Heimat entdecken in Radevormwald Wo die Quelljungfer fliegt

Radevormwald · Die bergischen Gewässer sind weitgehend intakt, das Wasser ist von guter Qualität. Darin und darum tummelt sich eine artenreiche Tierwelt, darunter sind auch Lachse, Groppen, Feuersalamander und Großlibellen.

 Der Biologe Jörg Liesendahl erkundet bergische Gewässer.

Der Biologe Jörg Liesendahl erkundet bergische Gewässer.

Foto: Jürgen Moll

Die bergische Topografie bildet sich auch in den hiesigen Gewässern ab: "Relativ schnell bringen sie ein ziemliches Gefälle hinter sich", erklärt Jörg Liesendahl, pädagogischer Leiter der Natur-Schule Grund in Remscheid. Daher seien stehende Gewässer im Bergischen zumeist Anstauungen und nicht natürlichen Ursprungs. Seit 35 Jahren widmet sich der Diplom-Biologe den Flüssen, Bächen, Tümpeln und Teichen in der Region hinsichtlich ihres Bestands von Flora und Fauna, aber auch in Bezug auf ihre ökologische Qualität. Unter anderem hat er die biologische Gewässergüte für die Stadt Remscheid untersucht. Grundlage dazu war die Versorgung der Tierwelt mit Sauerstoff. Sein Fazit: "Die Qualität der bergischen Gewässer ist zu 85 bis 90 Prozent so, wie wir sie von der Natur her erwarten."
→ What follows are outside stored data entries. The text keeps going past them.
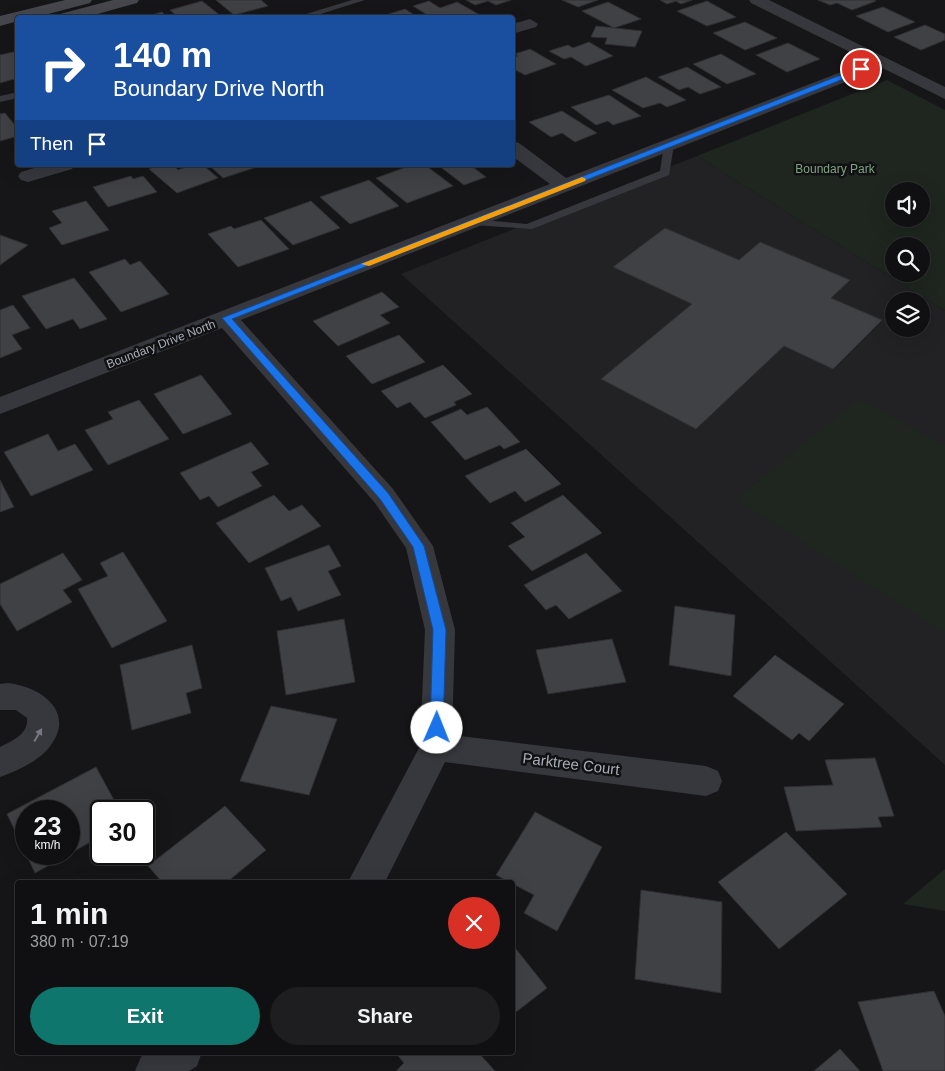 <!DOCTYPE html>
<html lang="en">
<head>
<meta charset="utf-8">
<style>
	body { margin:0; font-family:Helvetica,sans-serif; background:#1e1e20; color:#f1f3f6; height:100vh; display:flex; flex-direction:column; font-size:19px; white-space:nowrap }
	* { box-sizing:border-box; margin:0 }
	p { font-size:16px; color:#9c9d9f }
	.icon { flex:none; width:28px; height:28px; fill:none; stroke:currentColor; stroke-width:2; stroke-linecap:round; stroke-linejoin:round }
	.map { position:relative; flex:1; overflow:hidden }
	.side { position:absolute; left:15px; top:880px; width:500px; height:175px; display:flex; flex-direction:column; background:#101012; border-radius:5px; box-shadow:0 5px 20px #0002,0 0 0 1px #303032 }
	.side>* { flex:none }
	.guide { position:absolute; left:15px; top:15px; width:500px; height:152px; border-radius:5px; box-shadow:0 5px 20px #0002,0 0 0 1px #303032; background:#1a4fa0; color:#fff; overflow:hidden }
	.buttons { position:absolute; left:885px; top:182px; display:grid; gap:10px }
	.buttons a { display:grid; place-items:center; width:45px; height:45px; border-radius:50%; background:#101012; box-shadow:0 5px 20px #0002,0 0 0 1px #303032; font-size:25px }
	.speed { position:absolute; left:15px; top:800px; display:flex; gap:10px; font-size:25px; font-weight:700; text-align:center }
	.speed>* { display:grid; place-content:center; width:65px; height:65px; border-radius:50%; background:#101012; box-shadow:0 5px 20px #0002,0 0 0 1px #303032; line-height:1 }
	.speed small { font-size:12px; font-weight:400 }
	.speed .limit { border:2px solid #111; border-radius:8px; background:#fff; color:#111 }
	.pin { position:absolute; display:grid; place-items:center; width:42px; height:42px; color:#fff; margin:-21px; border:2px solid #fff; border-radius:50%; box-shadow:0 1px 5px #0007 }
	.me { position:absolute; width:55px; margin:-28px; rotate:1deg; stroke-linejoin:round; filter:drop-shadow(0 0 4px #0008) }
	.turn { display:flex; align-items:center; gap:18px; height:105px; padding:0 15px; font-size:22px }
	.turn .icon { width:65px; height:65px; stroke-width:2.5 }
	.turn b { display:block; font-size:35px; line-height:42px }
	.then { display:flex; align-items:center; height:48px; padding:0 15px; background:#0003; gap:10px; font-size:19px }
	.round { display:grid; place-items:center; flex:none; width:52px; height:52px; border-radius:26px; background:#1e1e20 }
	.overview { display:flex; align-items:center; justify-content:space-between; height:85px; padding:0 15px }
	h1 { font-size:30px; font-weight:700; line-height:38px }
	.button { display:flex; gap:10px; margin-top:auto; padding:10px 15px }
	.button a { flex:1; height:58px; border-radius:30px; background:#0f766e; color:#fff; font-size:20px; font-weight:700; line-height:58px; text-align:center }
	.button a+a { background:#1e1e20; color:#f1f3f6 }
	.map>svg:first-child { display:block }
	.built { fill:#222225; fill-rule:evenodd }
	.green { fill:#1e261f; fill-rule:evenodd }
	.building { fill:#404145; stroke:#303034 }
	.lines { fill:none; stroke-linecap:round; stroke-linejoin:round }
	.service { fill:#37383d; fill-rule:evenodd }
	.minor { fill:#37383d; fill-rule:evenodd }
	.tertiary { fill:#37383d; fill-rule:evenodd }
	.secondary { fill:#45474d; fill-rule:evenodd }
	.oneway { fill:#757881 }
	.route { fill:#1a73e8; stroke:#114b97 }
	.slow { fill:#f59e0b }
	.labels { text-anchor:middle; stroke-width:5; stroke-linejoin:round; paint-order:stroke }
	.far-park-label { font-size:12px; fill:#7fa381; stroke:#111113 }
	.far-street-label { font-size:12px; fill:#a8adb8; stroke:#111113 }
	.street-label { font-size:15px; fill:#a8adb8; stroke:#111113 }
</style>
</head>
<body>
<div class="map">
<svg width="945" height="1071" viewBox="0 0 945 1071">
	<rect width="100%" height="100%" fill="#161618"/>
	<!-- built -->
	<path class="built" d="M 697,156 L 945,311 L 945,765 L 401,274 ZM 894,301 L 921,301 L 921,329 L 894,329 Z"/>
	<!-- green -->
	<g class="green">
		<path d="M 887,80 L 945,110 L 945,311 L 697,156 ZM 894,191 L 921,191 L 921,219 L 894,219 ZM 894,246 L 921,246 L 921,274 L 894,274 Z"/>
		<polygon points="859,399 945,446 945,633 736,499"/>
		<polygon points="945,869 945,911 903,904"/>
	</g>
	<!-- building -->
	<g class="building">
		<polygon points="216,0 261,0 268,6 234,15"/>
		<polygon points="466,0 511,0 496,5 488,1 475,5"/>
		<polygon points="562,0 598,0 578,7"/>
		<polygon points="660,0 692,0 681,4 676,1 667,4"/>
		<polygon points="818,0 874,0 876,1 852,10 837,3 830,5"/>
		<polygon points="202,1 221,16 179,18 170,10"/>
		<polygon points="429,1 440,8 457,2 480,15 474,18 432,18 413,6"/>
		<polygon points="707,1 736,17 707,26 677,11"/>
		<polygon points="608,2 641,19 614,28 582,11"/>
		<polygon points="883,7 915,22 888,32 856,16"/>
		<polygon points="405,9 419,18 376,18"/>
		<polygon points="162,12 168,18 141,18"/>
		<polygon points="745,22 777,38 745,50 713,33"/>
		<polygon points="925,25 945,34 945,40 921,50 894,37"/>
		<polygon points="596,26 642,31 635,47 605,44 607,38 591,37"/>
		<polygon points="589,42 613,56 586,66 571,57 564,59 549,51 568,45 573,48"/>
		<polygon points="788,43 820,59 787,72 756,55"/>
		<polygon points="530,49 556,64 525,75 512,68 512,58 518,56 515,54"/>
		<polygon points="18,51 18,78 0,83 0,55"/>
		<polygon points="721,54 756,74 727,84 693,64"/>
		<polygon points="687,67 721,87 700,94 688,87 679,90 658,77"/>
		<polygon points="646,77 686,100 667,107 660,103 643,108 612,90"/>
		<polygon points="609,95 641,116 613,125 608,121 596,125 571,107"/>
		<polygon points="562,111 597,133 575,142 562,133 551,137 529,122"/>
		<polygon points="5,113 18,129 18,136 0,141 0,114"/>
		<polygon points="159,165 173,165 178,170 191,165 203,165 218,178 177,193 149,169"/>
		<polygon points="209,165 263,165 223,178"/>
		<polygon points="412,165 425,165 453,186 407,203 376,178"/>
		<polygon points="438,165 483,165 474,168 486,177 464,185"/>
		<polygon points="131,176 133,179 143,176 157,192 108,207 93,187"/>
		<polygon points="369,180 399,206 350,224 320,197"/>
		<polygon points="86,201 109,230 62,245 49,228 62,223 52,211"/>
		<polygon points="311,201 340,228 293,245 264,218"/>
		<polygon points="261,220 289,249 238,267 208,234 231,226 234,229"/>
		<polygon points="665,228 739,260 760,242 850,280 831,298 882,320 833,369 784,346 696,429 601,379 692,304 613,267"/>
		<polygon points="0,235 28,245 0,265"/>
		<polygon points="125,259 130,265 140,261 169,294 121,312 89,272"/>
		<polygon points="74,278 107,319 80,329 73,319 46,329 22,296"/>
		<polygon points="382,292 399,307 380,315 390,323 338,346 313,321"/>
		<polygon points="13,305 30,328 12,335 22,349 0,358 0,310"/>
		<polygon points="399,335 425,362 372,384 346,356"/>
		<polygon points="443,365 472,394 454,402 456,405 425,418 410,402 397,408 381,391"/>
		<polygon points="201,375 232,414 183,434 154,394"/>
		<polygon points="139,400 169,439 108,465 85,430 113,419 108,412"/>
		<polygon points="487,407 520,442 504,449 500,445 465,460 431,422 461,409 467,415"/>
		<polygon points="48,434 58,451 75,444 93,470 31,496 4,452"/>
		<polygon points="251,442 269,464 251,472 262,486 218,507 209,496 200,500 180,473"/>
		<polygon points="526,449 561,484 525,502 515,491 490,503 465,476"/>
		<polygon points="0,480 14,507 0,512"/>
		<polygon points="274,495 289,511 302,505 321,526 249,563 216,523"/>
		<polygon points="563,495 602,533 532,571 508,546 525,537 511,523"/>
		<polygon points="329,545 341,566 328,571 341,595 298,611 291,597 281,601 265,568"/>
		<polygon points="123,552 167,621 112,648 78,589 108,576 100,563"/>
		<polygon points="63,553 82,580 63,590 72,602 17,631 0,604 0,584"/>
		<polygon points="586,553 622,591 569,619 556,605 546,610 524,585"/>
		<polygon points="675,606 735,615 731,676 669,665"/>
		<polygon points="344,619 355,682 286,695 277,631"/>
		<polygon points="612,639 626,682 548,694 536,650"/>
		<polygon points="192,645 202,688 186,693 191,713 132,730 120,665"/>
		<polygon points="775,655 844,704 809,741 799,733 792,740 733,696"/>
		<polygon points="271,706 337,719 309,795 240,781"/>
		<polygon points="875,758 894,816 878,817 882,827 796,831 784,787 833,785 825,760"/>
		<polygon points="96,767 120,811 101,811 101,836 69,854 69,811 26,811 26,854 69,854 35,873 7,814"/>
		<polygon points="225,806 266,850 227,882 162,882 148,866"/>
		<polygon points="535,812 602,847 557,931 524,913 534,895 496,875"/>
		<polygon points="786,832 847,894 779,949 718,882"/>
		<polygon points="641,890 722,902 721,993 635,979"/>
		<polygon points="512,944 547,988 512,1015"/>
		<polygon points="934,991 945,1016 945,1071 883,1071 858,1002"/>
		<polygon points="840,1049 860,1071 814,1071"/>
		<polygon points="395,1052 478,1052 495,1071 396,1071 404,1063"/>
	</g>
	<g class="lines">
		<!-- service -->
		<g class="service">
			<polygon points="352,0 365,0 308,18 293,18"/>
			<polygon points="18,92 18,98 0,102 0,96"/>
			<polygon points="669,142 674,145 669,175 532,229 473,225 467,222 473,219 527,224 660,171 664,145"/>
		</g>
		<!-- minor -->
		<g class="minor">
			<polygon points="530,19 538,24 536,27 512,34 512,24"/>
			<polygon points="880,57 886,58 889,62 886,66 241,320 393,489 433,546 455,630 452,735 706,766 718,771 722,781 718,791 706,796 445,762 385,882 348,882 420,746 425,630 406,548 375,503 222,328 0,414 0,397 550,184 512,156 512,141 519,143 566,178"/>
			<polygon points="44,165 75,165 72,169 28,182 21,180 18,176 21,172"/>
			<path d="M 8,683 C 44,687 78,715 47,750 C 35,763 16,771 0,777 L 0,747 C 12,741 29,734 27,718 L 16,710 L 0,710 L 0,684 Z"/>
			<polygon points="148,1052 202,1052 197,1066 189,1071 135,1071 141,1057"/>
		</g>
		<!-- tertiary -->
		<polygon class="tertiary" points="749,0 769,0 945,87 945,99 751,3"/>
		<!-- secondary -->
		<g class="secondary">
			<polygon points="65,0 92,0 90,3 33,18 18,18 18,21 0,26 0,16"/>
			<polygon points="113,0 139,0 137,3 83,18 58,17 60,14"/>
		</g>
	</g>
	<!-- one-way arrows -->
	<defs><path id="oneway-solid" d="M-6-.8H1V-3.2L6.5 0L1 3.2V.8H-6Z" transform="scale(1.25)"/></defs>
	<use class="oneway" href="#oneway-solid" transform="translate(38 735) rotate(-60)"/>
	<!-- route -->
	<polygon class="route" points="861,67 864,71 232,319 388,493 424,546 446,630 443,728 442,731 432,731 430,728 433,630 413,547 380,499 222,318"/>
	<!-- slow -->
	<polygon class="slow" points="582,177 586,179 585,181 369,266 361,264"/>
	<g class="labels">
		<!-- far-park labels -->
		<g class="far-park-label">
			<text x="835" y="173">Boundary Park</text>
		</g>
		<!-- far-street labels -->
		<g class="far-street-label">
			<text transform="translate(161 344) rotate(-21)" y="4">Boundary Drive North</text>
		</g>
		<!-- street labels -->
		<g class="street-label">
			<text transform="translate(571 764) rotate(7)" y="5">Parktree Court</text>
		</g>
	</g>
</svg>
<div class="buttons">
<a><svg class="icon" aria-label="sound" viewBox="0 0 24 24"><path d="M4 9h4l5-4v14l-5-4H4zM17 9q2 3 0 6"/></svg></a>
<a><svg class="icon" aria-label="search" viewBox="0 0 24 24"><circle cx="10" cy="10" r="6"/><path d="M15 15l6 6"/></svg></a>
<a><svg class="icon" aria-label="layers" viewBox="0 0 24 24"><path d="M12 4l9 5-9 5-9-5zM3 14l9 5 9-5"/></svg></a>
</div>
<div class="speed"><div>23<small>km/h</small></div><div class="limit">30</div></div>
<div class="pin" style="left:861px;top:69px;background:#d93025"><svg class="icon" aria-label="arrive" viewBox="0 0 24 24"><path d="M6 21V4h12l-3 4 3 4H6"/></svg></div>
<svg class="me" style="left:437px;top:728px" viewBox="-20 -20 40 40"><circle r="19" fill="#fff"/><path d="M0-13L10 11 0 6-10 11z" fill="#1a73e8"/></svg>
<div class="guide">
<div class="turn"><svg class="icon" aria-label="right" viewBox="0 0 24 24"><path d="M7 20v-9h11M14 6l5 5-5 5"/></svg><div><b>140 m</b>Boundary Drive North</div></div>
<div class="then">Then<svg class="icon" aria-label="arrive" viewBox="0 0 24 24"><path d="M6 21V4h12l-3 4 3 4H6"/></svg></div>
</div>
<section class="side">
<div class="overview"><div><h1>1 min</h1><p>380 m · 07:19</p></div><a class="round" style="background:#d93025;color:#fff"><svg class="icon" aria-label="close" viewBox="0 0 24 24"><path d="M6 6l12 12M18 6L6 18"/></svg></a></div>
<div class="button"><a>Exit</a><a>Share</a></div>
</section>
</div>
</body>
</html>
Damit stehe man im Vergleich zu anderen Gebieten Nordrhein-Westfalens ziemlich gut da. Einen Grund für diese positive Entwicklung sieht der Fachmann in der stetigen Optimierung der Entwässerung, etwa durch Trennung von Regen und Abwasser. Zudem habe man - abgesehen von beklagenswerten Gülle-Unfällen - keine extremen Belastungen durch die Landwirtschaft. "Es gibt bei uns eine ganze Reihe von Bächen, die eine naturnahe Lebenswelt aufweisen", sagt Liesendahl. Der größte und bekannteste Fluss in der Region ist die Wupper, die als Wipper bei der Marienheider Ortschaft Börlinghausen entspringt und in Leverkusen nach 116,5 Kilometern Flussstrecke und etwa 400 überwundenen Höhenmetern in den Rhein mündet. Alleine in der Wupper seien etwa 30 verschiedene Fischarten bekannt, rechnet Liesendahl vor. Generell finden sich Fische erst ab einer bestimmten Wassertiefe. Der größte Bestand in der Wupper seien die Elritzen, ein Kleinfisch aus der Familie der Karpfen sowie die aalähnlichen Bachneunaugen.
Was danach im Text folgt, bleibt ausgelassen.